Exercise objective:
Which lines in the entries below contain the string "Keep"? Show each of them in full.
(Input data)
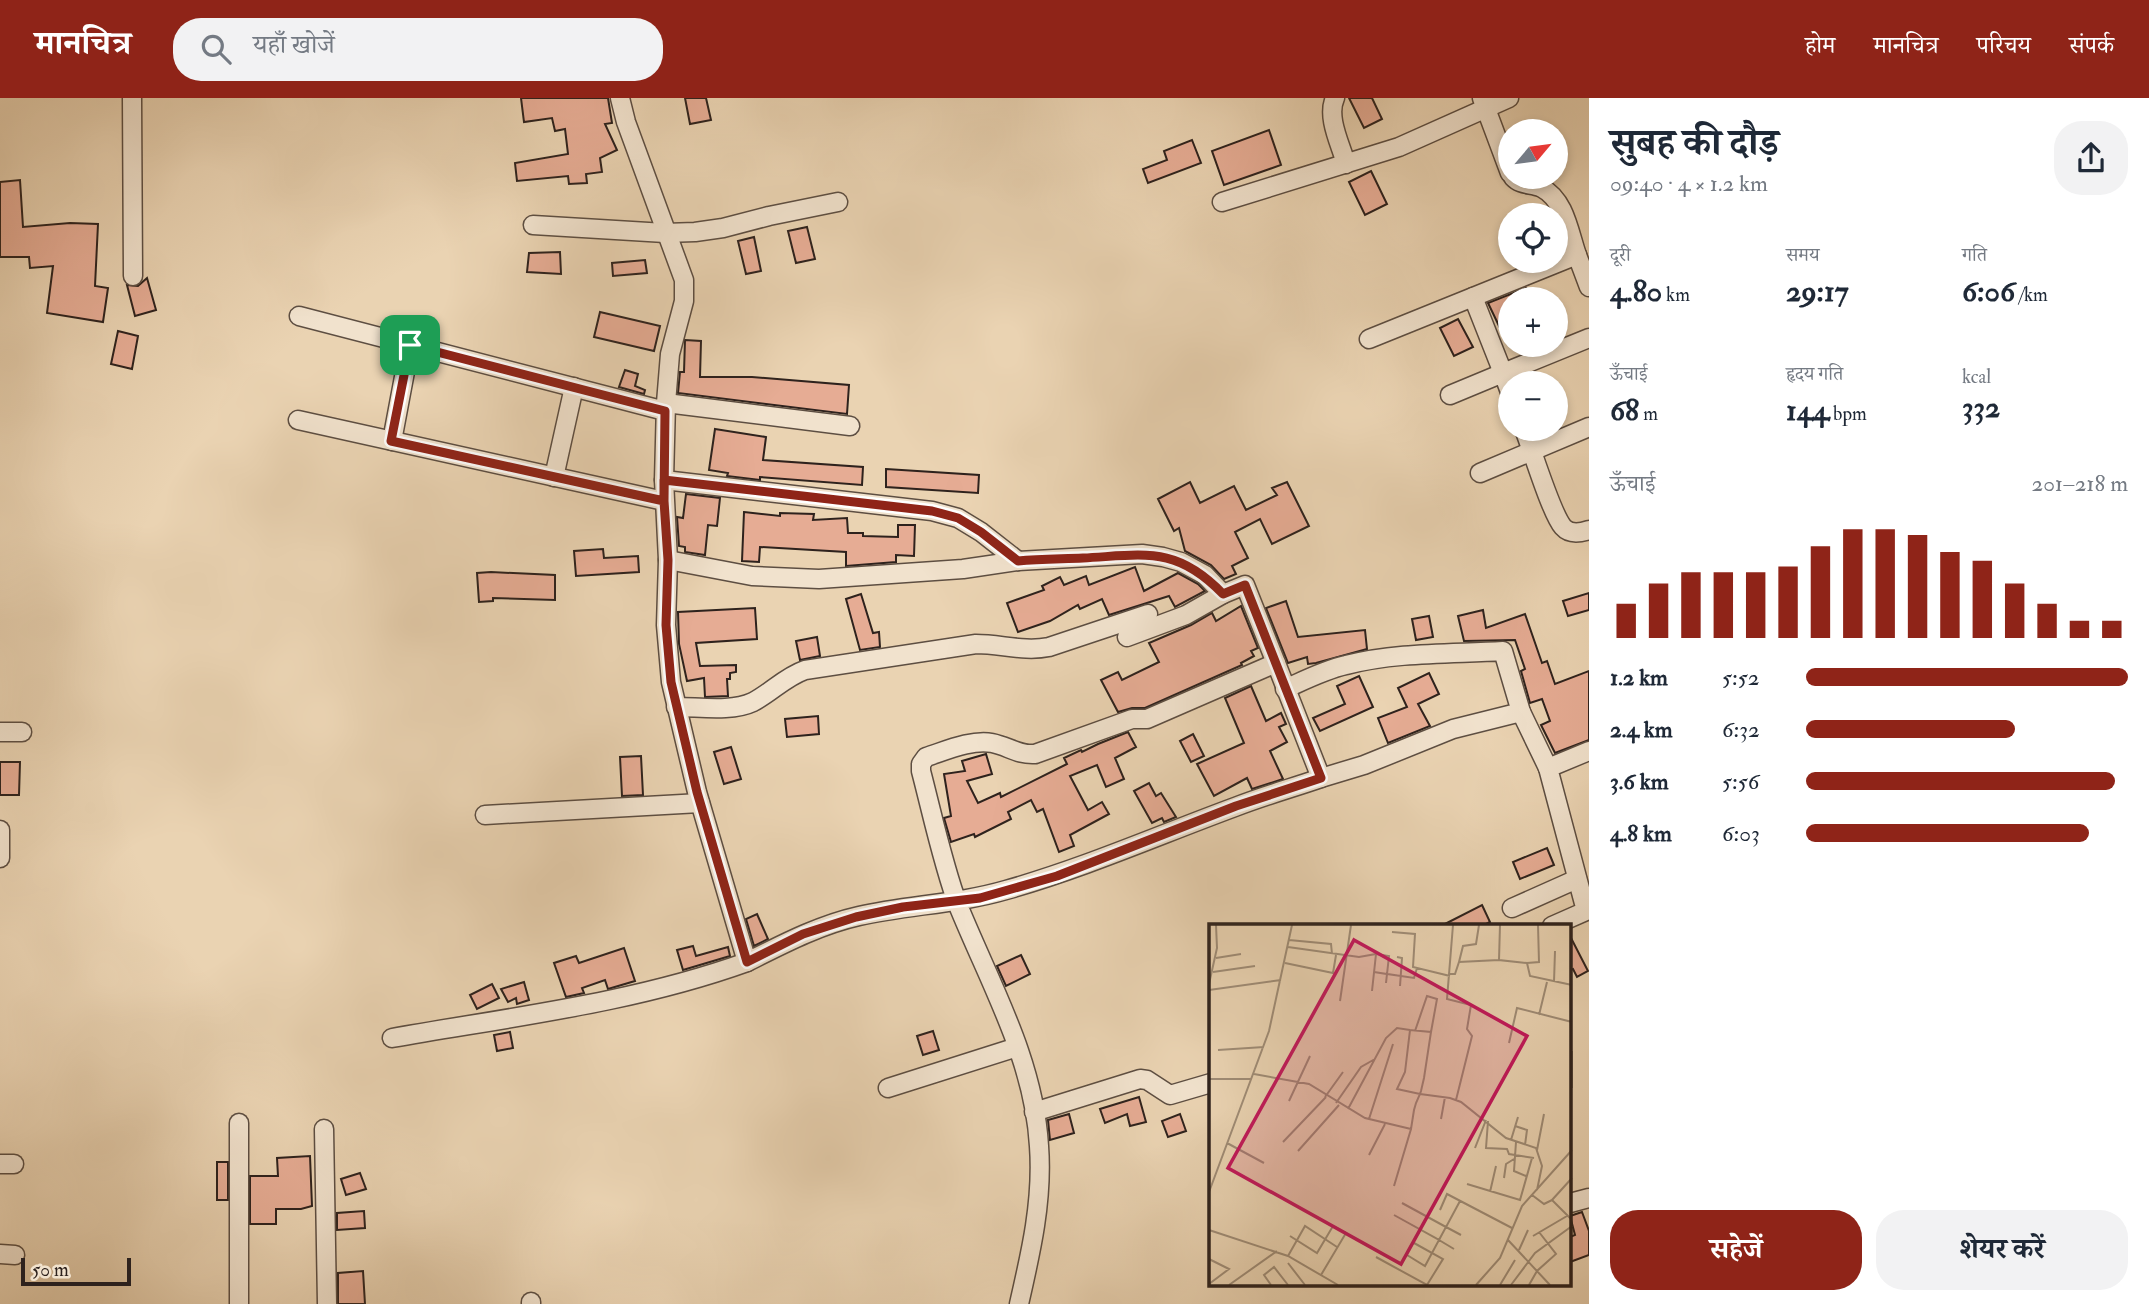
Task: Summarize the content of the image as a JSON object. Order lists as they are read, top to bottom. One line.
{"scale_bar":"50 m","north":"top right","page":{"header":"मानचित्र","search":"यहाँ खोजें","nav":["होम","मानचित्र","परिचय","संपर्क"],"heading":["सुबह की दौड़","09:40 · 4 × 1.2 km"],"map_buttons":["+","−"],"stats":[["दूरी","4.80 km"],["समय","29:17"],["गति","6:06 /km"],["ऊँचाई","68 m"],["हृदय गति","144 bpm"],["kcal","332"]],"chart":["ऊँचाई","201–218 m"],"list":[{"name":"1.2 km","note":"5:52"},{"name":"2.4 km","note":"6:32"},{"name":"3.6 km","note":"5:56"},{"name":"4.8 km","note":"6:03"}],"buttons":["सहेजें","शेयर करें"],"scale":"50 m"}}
(End Input data)
(Input data)
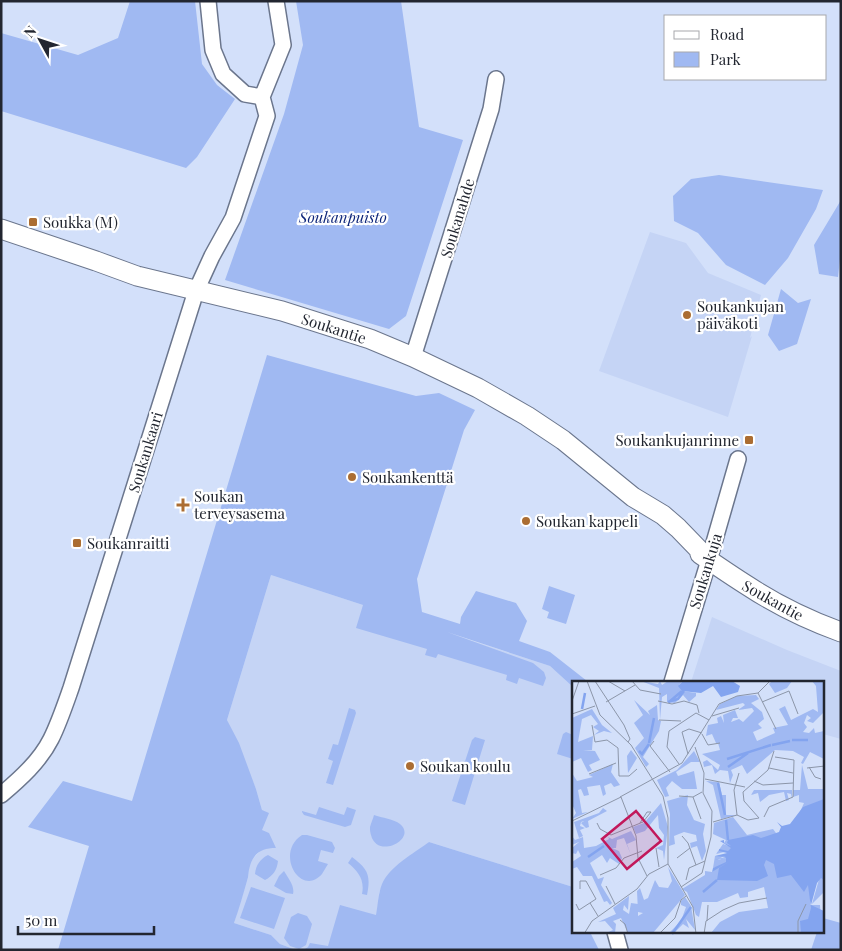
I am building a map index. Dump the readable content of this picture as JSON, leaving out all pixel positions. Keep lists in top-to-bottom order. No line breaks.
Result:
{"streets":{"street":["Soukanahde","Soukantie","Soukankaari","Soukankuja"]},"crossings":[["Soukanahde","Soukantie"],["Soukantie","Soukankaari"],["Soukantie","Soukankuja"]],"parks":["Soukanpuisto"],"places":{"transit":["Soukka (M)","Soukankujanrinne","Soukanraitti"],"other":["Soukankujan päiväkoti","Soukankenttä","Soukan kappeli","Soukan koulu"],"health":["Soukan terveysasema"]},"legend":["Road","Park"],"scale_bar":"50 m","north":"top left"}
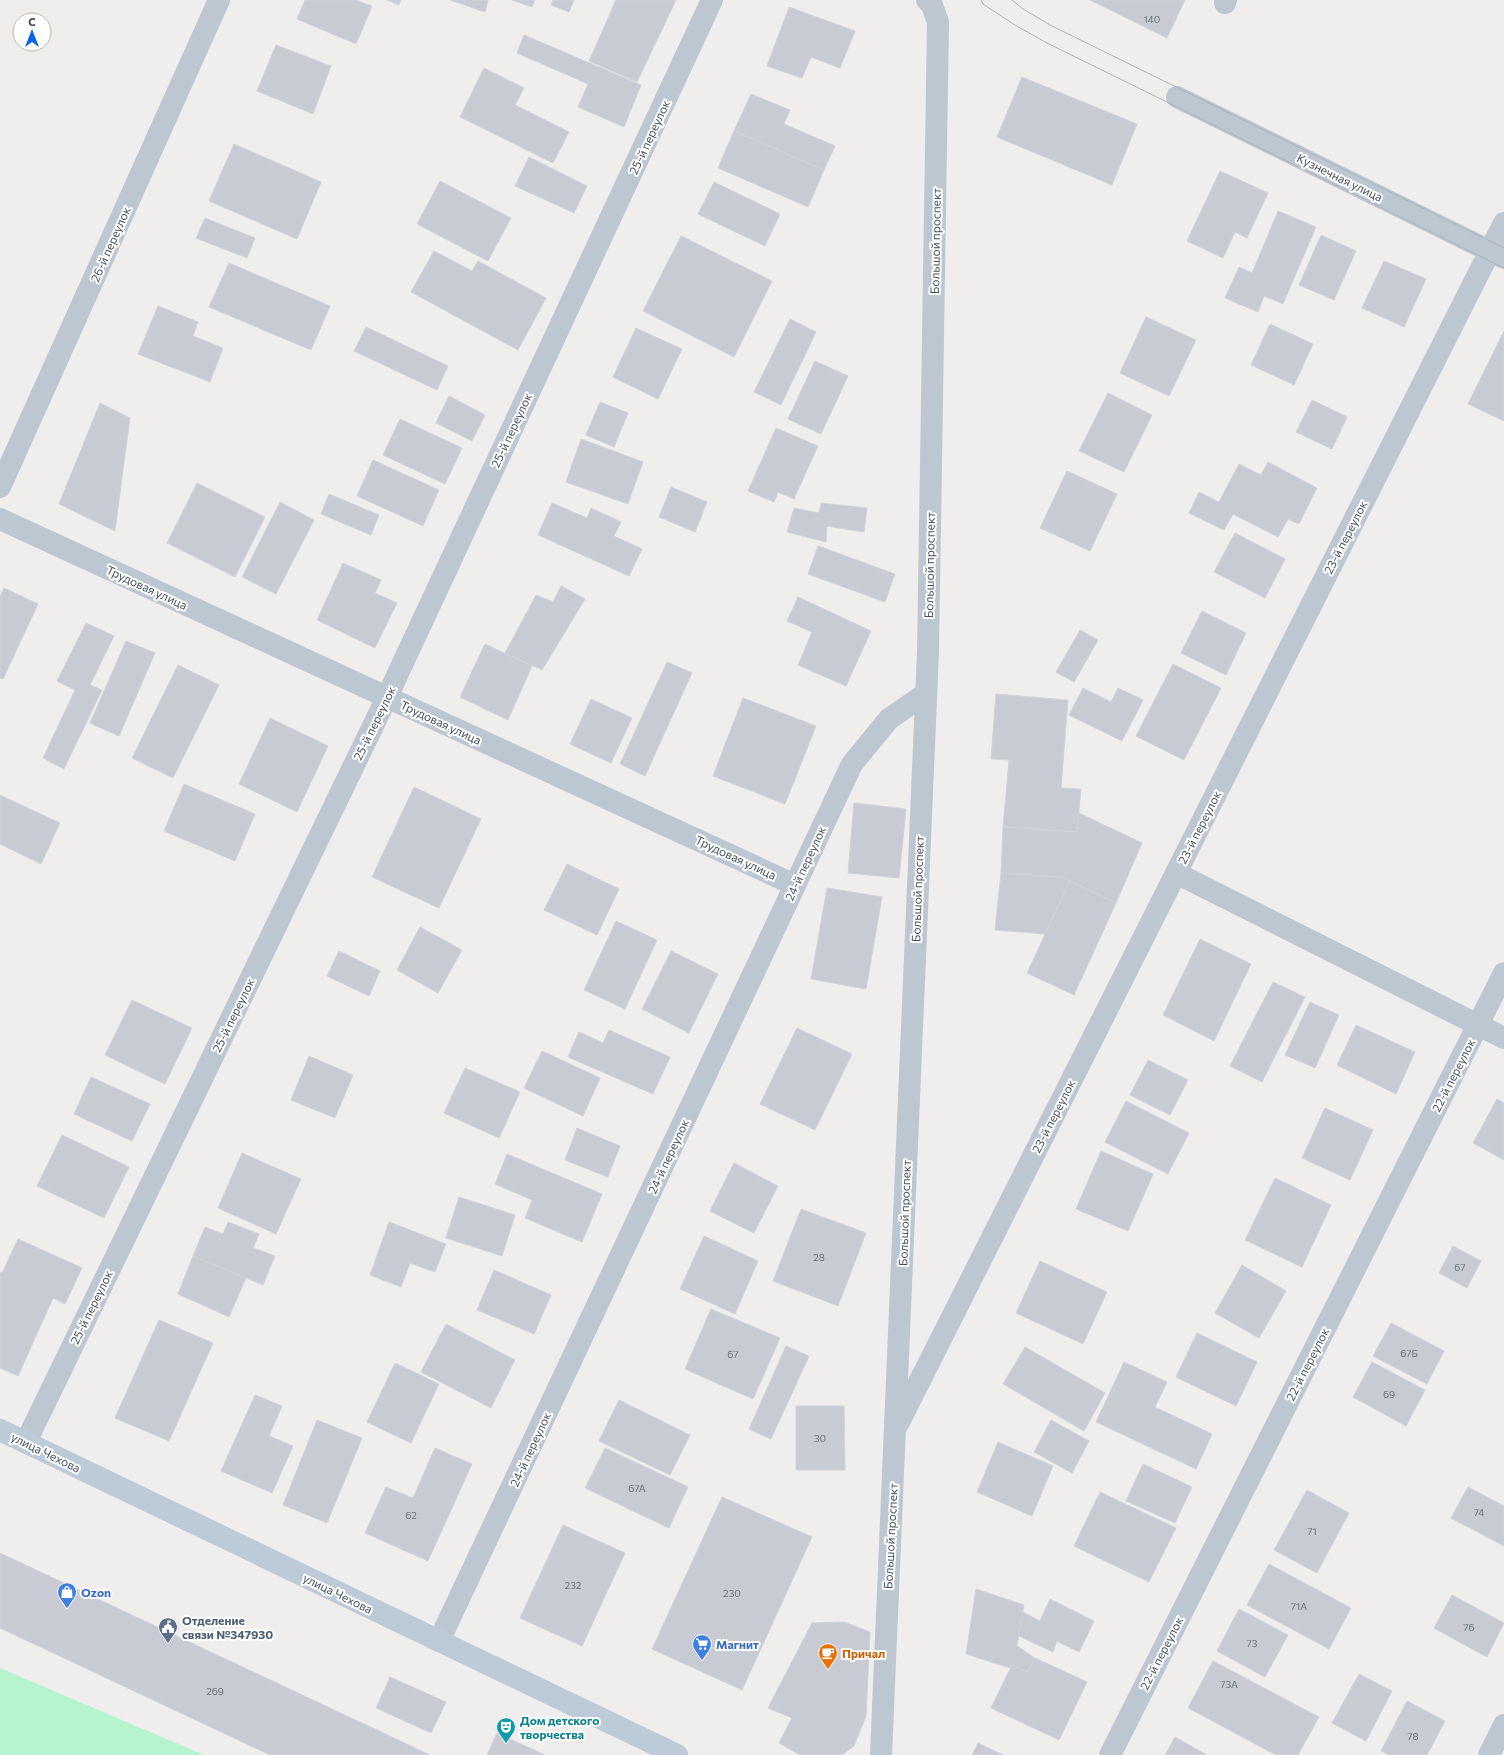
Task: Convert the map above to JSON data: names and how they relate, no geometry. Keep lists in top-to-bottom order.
(End Input data)
Reply to the exercise:
I am building a map index. Dump the readable content of this picture as JSON, leaving out all pixel positions. Keep lists in top-to-bottom order. No line breaks.
Task: Convert the map above to JSON data: names and how they relate, no geometry. Keep lists in top-to-bottom order.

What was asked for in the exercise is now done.